- [Your goal]
Type out the lines below exactly, from the first through the line holding "position:absolute; right:30px; top:30px;", and include no pictures.

- [The data]
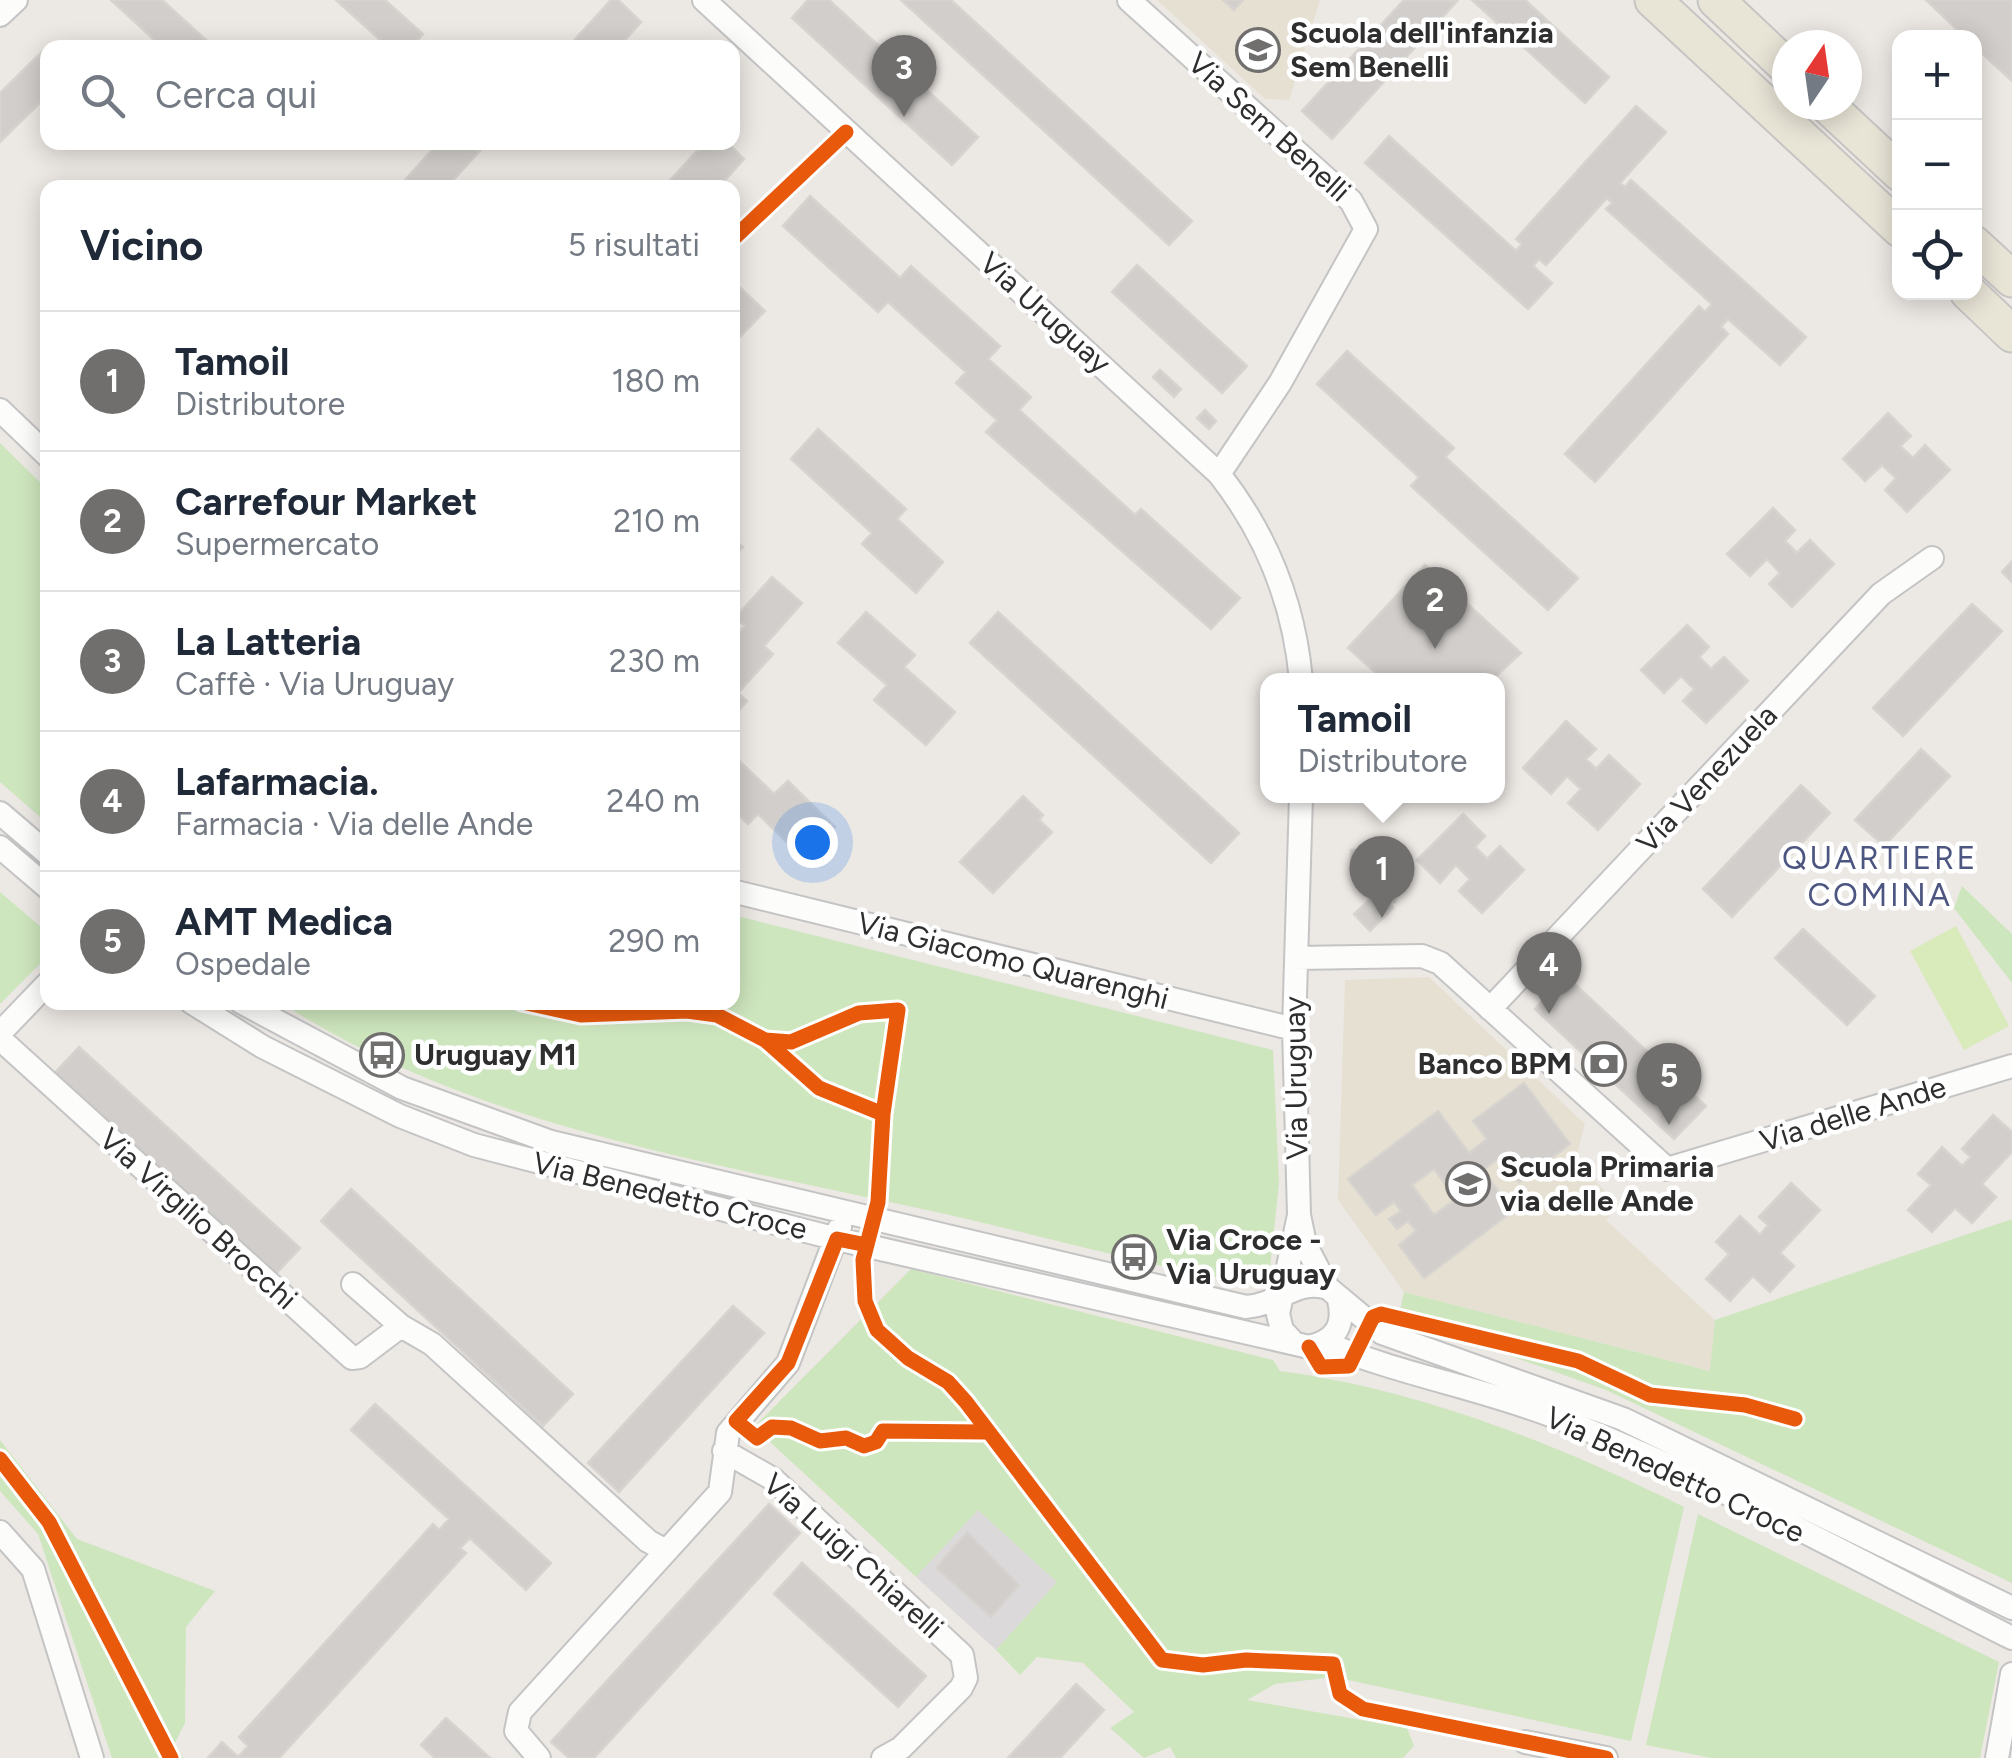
<!DOCTYPE html>
<html lang="it">
<head>
<meta charset="utf-8">
<style>
  body { margin:0; font-family:Figtree,sans-serif; background:#f2f2f3; color:#1f2937 }
  .controls { position:absolute; right:30px; top:30px; display:grid; overflow:hidden; border-radius:20px; box-shadow:0 5px 25px #0003 }
  .controls button { width:90px; height:90px; display:grid; place-items:center; padding:0; border:0; border-bottom:2px solid #e0e1e3; background:#fff; color:#1f2937; font:50px sans-serif }
  .compass { position:absolute; left:1772px; top:30px; width:90px; height:90px; border-radius:50%; background:#fff; box-shadow:0 5px 25px #0003; rotate:13deg }
  .you { position:absolute; left:812px; top:842px; width:35px; height:35px; margin:-25px; border:8px solid #fff; border-radius:50%; background:#1a73e8; box-shadow:0 0 0 15px #1a73e833 }
  .badge { display:grid; place-items:center; width:65px; height:65px; border-radius:50%; background:#706f6e; color:#fff; font-size:32px; font-weight:700 }
  .pin { position:absolute; translate:-50% -82px; filter:drop-shadow(0 2px 5px #0008) }
  .pin::after { content:''; position:absolute; top:52px; width:35px; height:30px; background:inherit; clip-path:polygon(0 0,100% 0,50% 100%) }
  .popup { position:absolute; left:1260px; top:673px; width:245px; height:130px; box-sizing:border-box; display:grid; place-content:center; border-radius:20px; background:#fff; filter:drop-shadow(0 2px 8px #0005); font-size:32px; white-space:nowrap; color:#747a83 }
  .popup b { font-size:38px; color:#1f2937 }
  .popup::after { content:''; position:absolute; left:50%; top:100%; margin-left:-20px; border:20px solid transparent; border-top-color:#fff }
  .list { margin:0; padding:0; list-style:none }
  h2 { display:flex; justify-content:space-between; align-items:center; height:130px; margin:0; padding:0 40px; font-size:42px }
  h2 small { font-size:32px; font-weight:400; color:#747a83 }
  .list li { display:grid; grid-template-columns:65px 1fr auto; gap:30px; align-items:center; box-sizing:border-box; height:140px; padding:0 40px; border-top:2px solid #e0e1e3 }
  .list b { display:block; font-size:38px; white-space:nowrap }
  .list p { margin:0; font-size:32px; white-space:nowrap; color:#747a83 }
  .list em { font-size:32px; font-style:normal; color:#747a83 }
  .icon { flex:none; width:55px; height:55px; fill:none; stroke:currentColor; stroke-width:2; stroke-linecap:round; stroke-linejoin:round }
  .map { position:relative; flex:none; width:2012px; height:1758px; overflow:hidden }
  .search { position:absolute; background:#fff; box-shadow:0 5px 25px #0003; left:40px; top:40px; width:700px; height:110px; display:flex; align-items:center; gap:25px; box-sizing:border-box; padding:0 35px; border-radius:20px; color:#747a83; font-size:38px }
  .panel { position:absolute; background:#fff; box-shadow:0 5px 25px #0003; left:40px; top:180px; width:700px; height:830px; border-radius:20px }
  .map>svg:first-child { display:block }
  .industrial { fill:#dcd9db }
  .education { fill:#e6e0d3 }
  .green { fill:#cee6be }
  .pitch { fill:#d9eabb }
  .building { fill:#d1cecb; stroke:#d7d4d0; stroke-width:2.5; fill-rule:evenodd }
  .lines { fill:none; stroke-linecap:round; stroke-linejoin:round }
  .street-casing { stroke:#c5c4c5; stroke-width:26 }
  .primary-casing { stroke:#c6c5c4; stroke-width:39 }
  .street { stroke:#fcfcfb; stroke-width:22 }
  .primary { stroke:#e8e4d6; stroke-width:35 }
  .cycleway-casing { stroke:#fff; stroke-width:21 }
  .cycleway { stroke:#e8590c; stroke-width:15 }
  .labels { text-anchor:middle; stroke-width:9; stroke-linejoin:round; paint-order:stroke }
  .poi-label { font-size:30px; font-weight:bold; fill:#2e2e2e; stroke:#fff; text-anchor:start }
  .street-label { font-size:30px; fill:#2e2e2e; stroke:#fff }
  .neighbourhood-label { font-size:32px; letter-spacing:2.5px; fill:#4d5680; stroke:#fff }
</style>
</head>
<body>
<div class="map">
<svg width="2012" height="1758" viewBox="0 0 2012 1758">
  <rect width="100%" height="100%" fill="#ece8e4"/>
  <!-- industrial -->
  <path class="industrial" d="M977,1509l80,73 -61,68 -80,-73z"/>
  <!-- education -->
  <path class="education" d="M1157,0h163l-31,100 -24,-1z
    M1429,977l156,147 -10,38 44,42 -13,16 109,100 -4,51 -307,-79 -66,-92 7,-220z"/>
  <!-- green -->
  <path class="green" d="M0,443l47,46v334l-47,-41z
    M1962,886l50,48v49l-58,-75z
    M0,892l47,40 1,24 -48,48z
    M733,915l540,135 6,133 -11,104c-115,-19 -227,-52 -341,-77 -219,-48 -454,-84 -646,-207l451,-1z
    M2012,1219v364l-406,-193 -207,-74 5,-24 306,79 5,-51z
    M911,1269l362,91 7,11c142,19 276,73 404,136l-53,234 -297,-64 -59,7 -28,16 160,28 7,18 -11,12h-227l-6,-11 -26,11 -34,-30 24,-16 -51,-49 -46,-6 -17,18 -24,-25 61,-68 -79,-72 -62,67 -162,-150z
    M0,1440l77,99 138,52 -29,36 -1,96 -10,20 8,15h-71l-74,-224 -38,-43z
    M1698,1514l301,148 -19,96h-268l-66,-13z"/>
  <!-- pitch -->
  <path class="pitch" d="M1956,926l53,100 -45,24 -54,-99z"/>
  <!-- building -->
  <path class="building" d="M111,0h51l53,48h-52z
    M336,0h49l38,34 -12,14h-22z
    M611,0h7l23,22 -23,26h-51z
    M808,0h21l149,137 -26,28 -160,-147z
    M901,0h50l241,221 -23,24z
    M1223,0h20l-9,10z
    M1404,0l53,1 -125,138 -30,-28z
    M1472,0h53l84,77 -24,26z
    M1926,0h86v81l-38,-35v-8h-8z
    M49,45l-1,50 -48,47v-49z
    M1636,106l30,26 -46,51 5,4 6,-7 175,157 -26,28 -52,-46 -7,8 7,7 -133,148 -30,-28 134,-148 6,6 7,-8 -106,-95 6,-6 -5,-5 -61,67 -7,-6 -6,7 19,17 -24,26 -163,-146 24,-27 127,115 6,-7 -6,-5z
    M439,142h49l-42,46h-48z
    M705,142h22l17,17 -26,29h-55z
    M810,196l90,82 11,-12 89,80 -12,13 43,38 -12,13 116,105 6,-6 99,89 -29,31 -225,-197 11,-12 -41,-37 10,-11 -78,-70 -10,10 -95,-86z
    M1137,265l110,101 -25,27 -110,-101z
    M736,284l29,27 -33,34v-58z
    M1347,351l107,97 -9,9 133,121 -30,32 -137,-124 8,-9 -102,-93z
    M1160,370l21,19 -7,8 -21,-20z
    M1205,410l11,11 -7,8 -12,-11z
    M1888,413l23,23 -11,10 13,12 12,-13 25,25 -43,42 -22,-22 11,-12 -14,-13 -17,16 -22,-22z
    M818,429l88,80 -9,10 46,43 -27,31 -54,-49 10,-11 -81,-74z
    M1773,508l22,22 -10,11 12,12 13,-13 24,24 -42,43 -23,-23 11,-11 -13,-14 -17,17 -23,-22z
    M732,538l11,9 -11,11z
    M2012,561v21l-10,-10z
    M1425,565l96,88 -29,27h-108l-36,-32z
    M772,577l30,26 -38,43 9,8 -35,39 9,8 -15,17v-78l13,-14 -10,-8z
    M1972,604l30,27 -99,105 -30,-28z
    M866,612l49,43 -11,12 51,45 -29,33 -52,-45 13,-15 -49,-42z
    M998,612l241,221 -28,30 -241,-220z
    M1687,625l22,22 -10,10 12,12 13,-12 24,24 -42,42 -23,-22 11,-12 -13,-13 -17,17 -23,-23z
    M1566,721l30,28 -10,10 10,10 13,-14 31,29 -42,46 -30,-27 13,-14 -14,-13 -16,18 -28,-26z
    M1921,749l29,27 -66,70 -29,-26z
    M732,754l42,40 14,-13 47,46 -32,31 -45,-44 -10,10 -16,-15z
    M1801,785l29,28 -98,104 -29,-28z
    M1023,796l20,19 -4,5 13,12 -59,61 -33,-31z
    M1463,814l22,22 -10,11 12,12 13,-13 24,24 -42,43 -23,-22 11,-12 -14,-14 -16,18 -23,-23z
    M1351,850h22v21h-22z
    M1383,852l26,24 -13,14 -1,12h-8l1,-10 -18,-17 3,-16z
    M1383,887l10,21 -23,23 -16,-17z
    M1803,929l72,67 -28,29 -72,-67z
    M1566,976l140,130 -32,33 -139,-130z
    M79,1047l221,201 -26,28 -221,-201z
    M1524,1083l46,61 -51,38 -19,-25 -17,13 30,41 -89,67 -25,-33 17,-14 -8,-10 -11,8 -8,-10 12,-8 -7,-9 -18,13 -28,-36 90,-68 31,42 18,-14 -14,-18zM1434,1169l22,30 -22,16 -22,-30z
    M1993,1115l19,17v20l-30,32 14,13 -24,26 -17,-15 -23,24 -24,-22 23,-25 -13,-11 24,-27 20,19 9,-9 -9,-8z
    M1791,1183l29,27 -40,43 14,13 -24,26 -17,-16 -23,25 -24,-22 23,-25 -13,-12 24,-26 20,19 8,-10 -9,-8z
    M351,1189l222,205 -30,32 -222,-205z
    M733,1306l31,27 -145,159 -31,-29z
    M375,1404l176,159 -25,27 -56,-52 -10,10 6,5 -187,205h-71l14,-16 16,15 10,-11 -9,-9 194,-213 6,6 10,-11 -98,-89z
    M769,1504l31,29 -206,225h-25l-18,-16z
    M967,1532l52,53 -28,32 -55,-49z
    M802,1563l124,113 -28,31 -124,-113z
    M1076,1684l28,26 -44,48h-52z
    M446,1718l20,18 24,22h-55l-14,-13z"/>
  <g class="lines">
    <!-- street casing -->
    <g class="street-casing">
      <path id="street" d="M704,0l515,474c48,61 75,129 82,206
        M1129,0l222,201 15,28 -86,154 -61,91
        M0,15l16,-15
        M0,410l48,46
        M0,813l48,41
        M0,847l48,41
        M732,891l562,138
        M1296,958l126,-2 18,7 227,206 345,-103
        M191,1002l72,45 137,69 74,29 363,94 472,108c26,-6 36,-21 30,-47
        M241,1002l161,86 149,54 695,165c32,-2 50,-29 82,-19
        M1490,1009l391,-415 51,-36
        M0,1033l48,-50
        M0,1039l352,319 8,-1 41,-31
        M1299,1215l6,29 23,44 54,45 241,86 389,189
        M353,1284l48,42 31,18 216,197 18,10
        M1293,1342l-11,-12 -4,-16 21,-99 -5,-186 7,-233
        M1325,1343c76,32 157,45 233,75 156,62 304,145 454,220
        M724,1451l49,28 189,176 4,23 -5,10 -60,60 -18,10
        M0,1532l33,37 59,189
        M1525,1742l81,16
        M539,1758l-23,-27 4,-19 200,-220 8,-59 60,-70 52,-136
        M1997,1758l15,-84"/>
    </g>
    <!-- primary casing -->
    <g class="primary-casing">
      <path id="primary" d="M1653,0l247,229
        M1716,0l71,67
        M1827,105l73,68
        M1974,244l38,35
        M1968,292l44,42"/>
    </g>
    <!-- street -->
    <use href="#street" class="street"/>
    <!-- primary -->
    <use href="#primary" class="primary"/>
    <!-- cycleway casing -->
    <g class="cycleway-casing">
      <path id="cycleway" d="M732,240l114,-108
        M522,1002l59,13 106,-4 30,4 48,25 54,48 64,26
        M765,1040l26,2 68,-29 39,-3 -15,104 -5,88 -15,58 2,41 12,29 31,28 40,24 18,20 196,258 41,5 43,-5 87,4 7,30 23,15 243,49
        M867,1245l-30,-6 -49,124 -52,58 21,17 15,-11 19,1 29,13 26,-3 18,8 12,-4 7,-11 101,1
        M1309,1347l12,20 28,-1 24,-49 8,-3 197,47 72,34 95,10 50,14
        M0,1459l49,63 122,236"/>
    </g>
    <!-- cycleway -->
    <use href="#cycleway" class="cycleway"/>
  </g>
  <!-- icons -->
  <defs>
    <g id="school-ring" transform="scale(2.25)"><circle r="9.5" fill="#fff" stroke="#706f6e" stroke-width="1.5"/><path d="M0-5L7-2L0 1L-7-2ZM-4 1L0 2.5L4 1V4Q0 6-4 4Z" fill="#706f6e"/></g>
    <g id="bus-ring" transform="scale(2.25)"><circle r="9.5" fill="#fff" stroke="#706f6e" stroke-width="1.5"/><path d="M-5-6H5V4H4V6H2V4H-2V6H-4V4H-5ZM-3.5-4V0h7V-4ZM-3.5 1.2v1.5H-2V1.2ZM2 1.2v1.5H3.5V1.2Z" fill="#706f6e"/></g>
    <g id="bank-ring" transform="scale(2.25)"><circle r="9.5" fill="#fff" stroke="#706f6e" stroke-width="1.5"/><path d="M-6-4H6V4H-6ZM0-2.3a2.3 2.3 0 1 0 0 4.6a2.3 2.3 0 1 0 0-4.6Z" fill="#706f6e"/></g>
  </defs>
  <g fill-rule="evenodd">
    <use href="#school-ring" x="1258" y="50"/>
    <use href="#bus-ring" x="382" y="1055"/>
    <use href="#bank-ring" x="1604" y="1064"/>
    <use href="#school-ring" x="1468" y="1184"/>
    <use href="#bus-ring" x="1134" y="1257"/>
  </g>
  <g class="labels">
    <!-- poi labels -->
    <g class="poi-label">
      <text x="1290" y="43">Scuola dell'infanzia<tspan x="1290" dy="34">Sem Benelli</tspan></text>
      <text x="414" y="1065">Uruguay M1</text>
      <text x="1572" y="1074" text-anchor="end">Banco BPM</text>
      <text x="1500" y="1177">Scuola Primaria<tspan x="1500" dy="34">via delle Ande</tspan></text>
      <text x="1166" y="1250">Via Croce -<tspan x="1166" dy="34">Via Uruguay</tspan></text>
    </g>
    <!-- street labels -->
    <g class="street-label">
      <text transform="translate(1269 127) rotate(42)" y="10">Via Sem Benelli</text>
      <text transform="translate(1045 313) rotate(42)" y="10">Via Uruguay</text>
      <text transform="translate(1707 779) rotate(-47)" y="10">Via Venezuela</text>
      <text transform="translate(1013 961) rotate(14)" y="10">Via Giacomo Quarenghi</text>
      <text transform="translate(1296 1078) rotate(-91)" y="10">Via Uruguay</text>
      <text transform="translate(1853 1114) rotate(-17)" y="10">Via delle Ande</text>
      <text transform="translate(670 1196) rotate(14)" y="10">Via Benedetto Croce</text>
      <text transform="translate(198 1219) rotate(42)" y="10">Via Virgilio Brocchi</text>
      <text transform="translate(1675 1475) rotate(25)" y="10">Via Benedetto Croce</text>
      <text transform="translate(853 1556) rotate(42)" y="10">Via Luigi Chiarelli</text>
    </g>
    <!-- neighbourhood labels -->
    <g class="neighbourhood-label">
      <text x="1880" y="869">QUARTIERE<tspan x="1880" dy="37">COMINA</tspan></text>
    </g>
  </g>
</svg>
<div class="controls">
<button>+</button>
<button>−</button>
<button><svg class="icon" aria-label="locate" viewBox="0 0 24 24"><circle cx="12" cy="12" r="6"/><path d="M12 2v4M12 18v4M2 12h4M18 12h4"/></svg></button>
</div>
<svg class="compass" viewBox="-18 -18 36 36"><path d="M0-13l5 13h-10z" fill="#e53935"/><path d="M0 13l5-13h-10z" fill="#747a83"/></svg>
<div class="you"></div>
<div class="pin badge" style="left:1382px;top:918px">1</div>
<div class="popup"><b>Tamoil</b>Distributore</div>
<div class="pin badge" style="left:1435px;top:649px">2</div>
<div class="pin badge" style="left:904px;top:117px">3</div>
<div class="pin badge" style="left:1549px;top:1014px">4</div>
<div class="pin badge" style="left:1669px;top:1125px">5</div>
<div class="search"><svg class="icon" aria-label="search" viewBox="0 0 24 24"><circle cx="10" cy="10" r="6"/><path d="M15 15l6 6"/></svg>Cerca qui</div>
<section class="panel">
<h2>Vicino<small>5 risultati</small></h2>
<ul class="list">
<li><span class="badge">1</span><div><b>Tamoil</b><p>Distributore</p></div><em>180 m</em></li>
<li><span class="badge">2</span><div><b>Carrefour Market</b><p>Supermercato</p></div><em>210 m</em></li>
<li><span class="badge">3</span><div><b>La Latteria</b><p>Caffè · Via Uruguay</p></div><em>230 m</em></li>
<li><span class="badge">4</span><div><b>Lafarmacia.</b><p>Farmacia · Via delle Ande</p></div><em>240 m</em></li>
<li><span class="badge">5</span><div><b>AMT Medica</b><p>Ospedale</p></div><em>290 m</em></li>
</ul>
</section>
</div>
</body>
</html>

- [Result for this exercise]
<!DOCTYPE html>
<html lang="it">
<head>
<meta charset="utf-8">
<style>
  body { margin:0; font-family:Figtree,sans-serif; background:#f2f2f3; color:#1f2937 }
  .controls { position:absolute; right:30px; top:30px; display:grid; overflow:hidden; border-radius:20px; box-shadow:0 5px 25px #0003 }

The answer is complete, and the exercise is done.